A lot of the glass had fallen out of the station roof and water dripped on them.

‘Aunt Anna made you these. I nearly forgot.’ She rummaged in her shoulder bag and produced a little cardboard box. ‘Her special cinnamon cakes. She cooks and cooks because
she’s so unhappy.’

‘Oh, thank you! Thank her.’


Write
and thank her. She never gets any letters any more.’

‘I will. Oh! I
do wish
you were coming too.’

Then they couldn’t think of anything much to say, and both were relieved when the long, drab train came slowly into the station.

‘Right. Let’s find you a good seat. Would you like the rest of my sandwich? I don’t really want it.’

‘No, thanks.’

They lugged the suitcases onto the train, and found Louise a corner seat.

‘I’m going to go now,’ Stella said. ‘I’m not very good at seeing people off.’

‘OK.’

They hugged, and then she went.
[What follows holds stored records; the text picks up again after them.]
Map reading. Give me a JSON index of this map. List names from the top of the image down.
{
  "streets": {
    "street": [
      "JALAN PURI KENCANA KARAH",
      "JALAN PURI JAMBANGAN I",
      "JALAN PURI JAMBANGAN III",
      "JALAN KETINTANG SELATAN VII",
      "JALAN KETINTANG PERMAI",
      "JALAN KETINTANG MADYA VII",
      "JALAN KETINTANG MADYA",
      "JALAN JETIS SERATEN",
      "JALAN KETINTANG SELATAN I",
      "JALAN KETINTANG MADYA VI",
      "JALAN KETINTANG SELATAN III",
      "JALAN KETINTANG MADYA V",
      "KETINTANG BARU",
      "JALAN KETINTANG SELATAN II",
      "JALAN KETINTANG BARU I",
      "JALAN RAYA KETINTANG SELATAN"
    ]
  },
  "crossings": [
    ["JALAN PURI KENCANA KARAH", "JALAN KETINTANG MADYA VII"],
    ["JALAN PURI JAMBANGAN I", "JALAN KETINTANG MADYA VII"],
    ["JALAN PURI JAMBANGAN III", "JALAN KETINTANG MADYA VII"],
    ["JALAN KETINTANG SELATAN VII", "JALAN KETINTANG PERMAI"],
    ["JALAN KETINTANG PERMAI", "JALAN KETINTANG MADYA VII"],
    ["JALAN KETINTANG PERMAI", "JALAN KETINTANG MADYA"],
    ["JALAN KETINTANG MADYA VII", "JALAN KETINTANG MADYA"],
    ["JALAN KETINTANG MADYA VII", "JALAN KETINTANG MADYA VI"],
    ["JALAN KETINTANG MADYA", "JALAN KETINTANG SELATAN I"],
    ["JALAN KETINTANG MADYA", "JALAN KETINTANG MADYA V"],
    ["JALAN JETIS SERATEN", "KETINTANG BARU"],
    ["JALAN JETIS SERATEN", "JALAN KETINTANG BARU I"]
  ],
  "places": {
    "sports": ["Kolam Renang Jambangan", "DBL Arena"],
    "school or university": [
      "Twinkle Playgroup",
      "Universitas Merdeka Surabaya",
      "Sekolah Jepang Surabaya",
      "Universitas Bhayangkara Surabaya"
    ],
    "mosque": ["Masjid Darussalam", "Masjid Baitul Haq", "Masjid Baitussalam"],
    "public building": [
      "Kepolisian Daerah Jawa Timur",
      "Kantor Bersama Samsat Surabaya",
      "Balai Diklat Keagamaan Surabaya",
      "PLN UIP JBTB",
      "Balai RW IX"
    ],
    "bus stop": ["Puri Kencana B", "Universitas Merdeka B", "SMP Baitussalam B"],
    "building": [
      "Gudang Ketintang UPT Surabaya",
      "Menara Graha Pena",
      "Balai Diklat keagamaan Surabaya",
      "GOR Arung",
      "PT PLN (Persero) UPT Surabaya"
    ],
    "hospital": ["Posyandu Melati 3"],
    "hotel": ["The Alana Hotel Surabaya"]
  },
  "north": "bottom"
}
Louise watched her through the open window, but she didn’t turn back. She pretended for a bit that she had just said a final farewell to the only man whom
she could ever love, and from whom she was being separated because she had to go back to Devon to nurse a brother who was dying slowly of some incurable disease. Tears were soon running down her
face at the sadness of this heroic sacrifice, quelled only by the appearance of an elderly couple. She quickly sneezed a lot and blew her nose, and the couple looked at each other, and then took
their cases off the rack and left the compartment. Just as she was imagining telling the others in the company how to keep people out of your compartment in a train, two middle-aged ladies arrived;
she started sneezing to see if it really worked, but it didn’t. They looked at her with distaste, but settled down in the seats furthest from her. Now she wondered whether she would have to
keep up the sneezing for the whole journey. She decided that she wouldn’t, and if they asked her, she’d say that it was the station air that had given her hay fever.

The train started. It was not a fast train and stopped a lot, at stations and sometimes outside them. By four o’clock it was dark, and the blinds on the windows were drawn by an old guard
and Louise began to worry that she wouldn’t know which was her station, as all the names were blacked out, but the guard said that they called out the names of the stations when the train
stopped at them, and that she was due at Stow Halt at ten to six. The middle-aged ladies had eaten an enormous picnic which ended with tea out of a Thermos, the sight of which made her feel very
thirsty. She opened Aunt Anna’s box of cinnamon cakes and tried to eat them very slowly while she read her Stanislavsky
An Actor Prepares
, slightly hoping that one of the ladies
would ask her if she was interested in the theatre, so that she could talk about it. At one station a large number of sailors boarded the train. They filled up the carriage, and a lot of them stood
in the corridors, smoking. Their uniforms looked so new that it was almost as though they were wearing fancy dress; their boots, which made their feet look enormous, and their large canvas bags
made going to the lavatory very difficult. She was aware of a surge of muttered jokes as she edged her way through them. When she got back to her seat, she gave up Stanislavsky and read
The
House of the Arrow
instead, which was exciting with a rather conceited detective called Hanaud in it. The sailors all got off at Exeter, and by the time she reached her station she was alone,
and struggled to pull the window down behind the blackout blind in order that she could open the door. It was pitch dark, and very cold. She stood, shivering, a suitcase each side of her. They were
too heavy for her to carry both of them at once. Then a man with a torch came towards her saying, ‘Are you for Stow House?’